Tim Whitehead remembers the percussionist Chris Fletcher who passed away at the age of 68 on Thursday 9 July.
The thing about Chris Fletcher was he had a line for every situation-“how are you Chris?” “Straining up under the bear thanks”… “ Chris, the manager says he doesn’t know anything about a gig here” … “What’s new?” “Thanks for that spontaneous expression of indifference….we’re going to take a break now because the drugs are wearing off, but get yourselves a drink. The more you drink, the better we sound” …… “ Thanks for listening to us play tonight. Tim Whitehead on tenor sax…small in stature but hung like a baboon…” ….”If you’re drinking and driving , don’t forget the car” .
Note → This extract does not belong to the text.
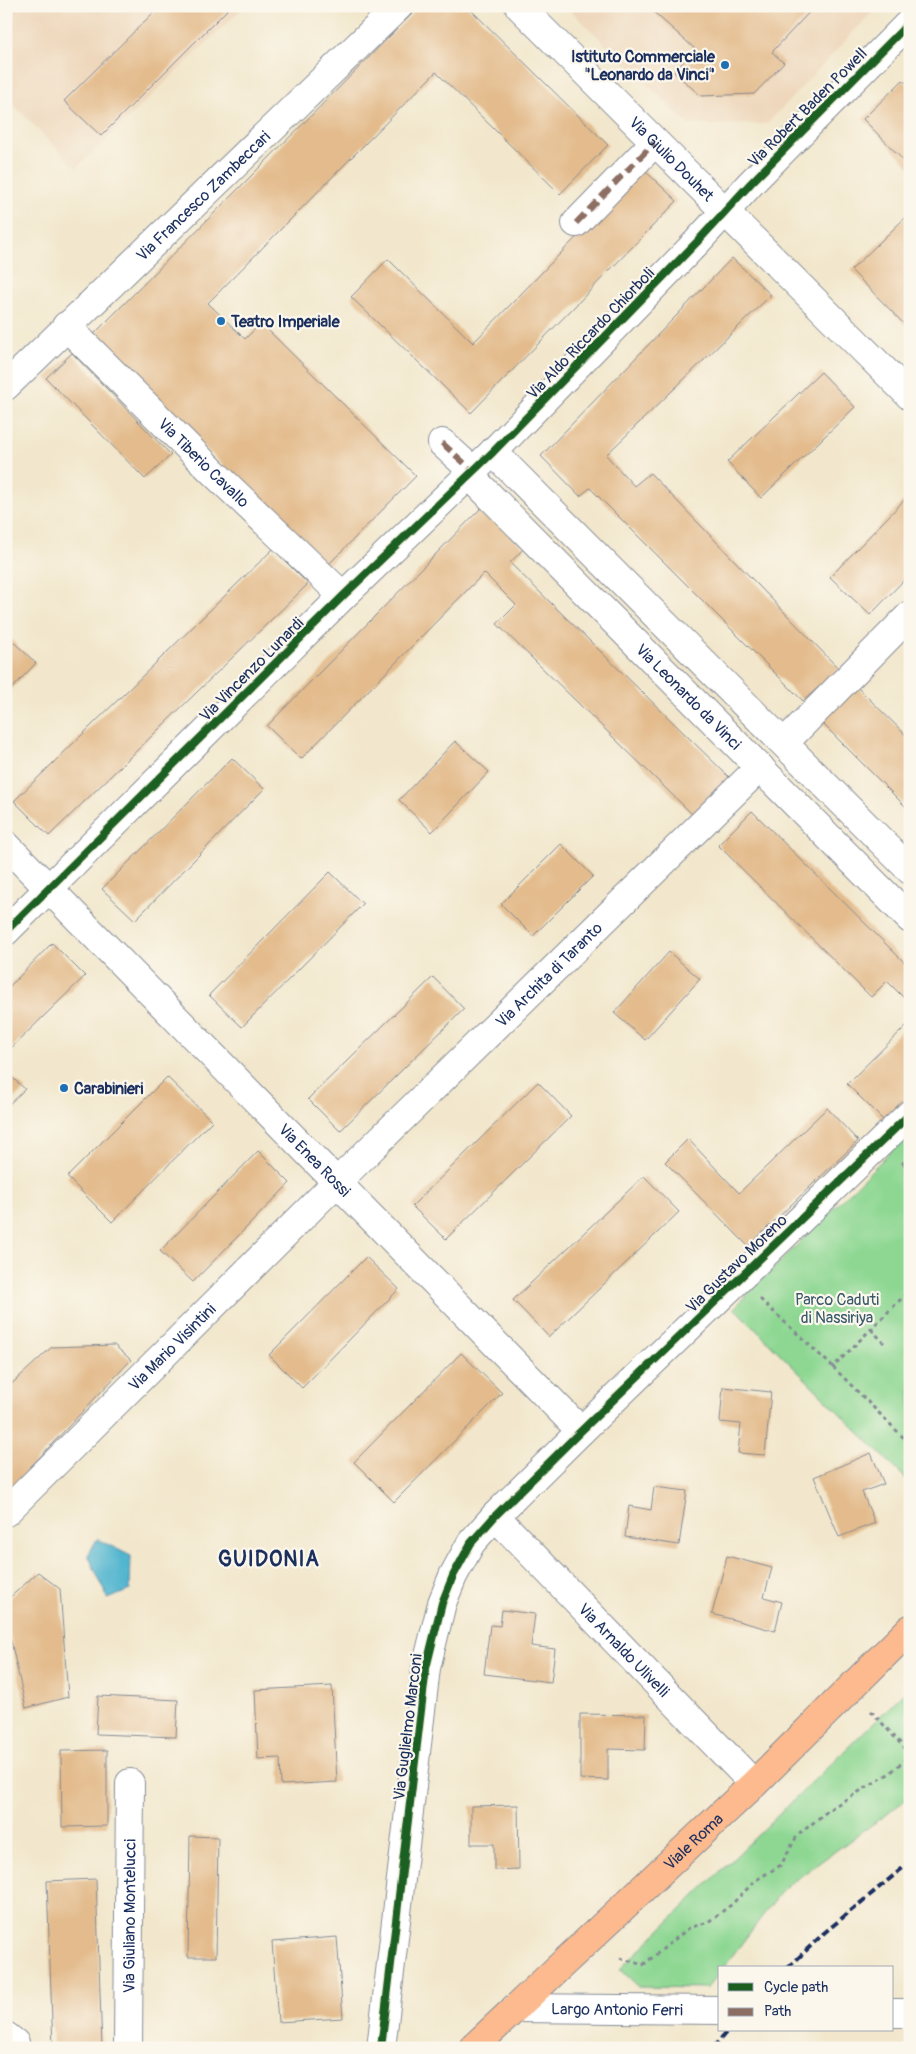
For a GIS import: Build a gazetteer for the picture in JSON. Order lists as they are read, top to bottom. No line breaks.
{"streets":{"main road":["Viale Roma"],"street":["Via Robert Baden Powell","Via Giulio Douhet","Via Francesco Zambeccari","Via Aldo Riccardo Chiorboli","Via Tiberio Cavallo","Via Vincenzo Lunardi","Via Leonardo da Vinci","Via Archita di Taranto","Via Enea Rossi","Via Gustavo Moreno","Via Mario Visintini","Via Arnaldo Ulivelli","Via Guglielmo Marconi","Via Giuliano Montelucci","Largo Antonio Ferri"]},"crossings":[["Via Robert Baden Powell","Via Giulio Douhet"],["Via Robert Baden Powell","Via Aldo Riccardo Chiorboli"],["Via Giulio Douhet","Via Aldo Riccardo Chiorboli"],["Via Francesco Zambeccari","Via Tiberio Cavallo"],["Via Aldo Riccardo Chiorboli","Via Vincenzo Lunardi"],["Via Aldo Riccardo Chiorboli","Via Leonardo da Vinci"],["Via Tiberio Cavallo","Via Vincenzo Lunardi"],["Via Vincenzo Lunardi","Via Leonardo da Vinci"],["Via Vincenzo Lunardi","Via Enea Rossi"],["Via Leonardo da Vinci","Via Archita di Taranto"],["Via Archita di Taranto","Via Enea Rossi"],["Via Archita di Taranto","Via Mario Visintini"],["Via Enea Rossi","Via Gustavo Moreno"],["Via Enea Rossi","Via Mario Visintini"],["Via Enea Rossi","Via Guglielmo Marconi"],["Via Gustavo Moreno","Via Guglielmo Marconi"],["Via Arnaldo Ulivelli","Via Guglielmo Marconi"],["Via Arnaldo Ulivelli","Viale Roma"],["Viale Roma","Largo Antonio Ferri"]],"districts":["GUIDONIA"],"parks":["Parco Caduti di Nassiriya"],"places":["Istituto Commerciale \"Leonardo da Vinci\"","Teatro Imperiale","Carabinieri"],"legend":["Cycle path","Path"]}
Picture a “function” gig in the middle of the Leicestershire countryside, the country seat of Lord Ponsonby Snodgrass and his fifth wife. Lady Snodgrass has requested “Fever” from the band, addressing the bandleader, Chris. We play Fever.
“You give me fever
Fever in the morning
Fever all through the night”
(Chris leaps to his feet from behind the congas, and in the voice of a regimental sergeant major)
The band disintegrates in that slowly inevitable quiet submission to unsuccessfully suppressed mirth , and Lady Ponsonby briefly abandons her conversation with back to the band, detecting some unplanned disturbance in the room, by which point Chris has resumed his seated position behind the congas with an expression of dedicated commitment to the music, only slightly flawed by a sideways glance to the band.
Chris’s journey through life was varied, eventful and at some key points , painful . Rather than somnambulantly stumbling through GCSE’s and A levels, he did the only honourable thing, and joined the merchant navy and saw some of the world in the way that merchant seamen frequently do.
I first met him when Jim Mullen asked me to take Dick Morrissey’s place in the very popular and busy Morrissey-Mullen Band while Dick toured the world with Jon Anderson. His dangerous good looks and abandonment left a vapour trail of adoring women at most gigs, and over time he co-created two families and five children.He was to my observations a volatile mix of loving family man and world adventurer.He never became the boy next door, but he did become a member of The Sun Inn Bowling Club in Barnes later in life.Whenever he called my house and one of my children answered , he presented a very authentic “Donald Duck” voice which was how he principally became known to them.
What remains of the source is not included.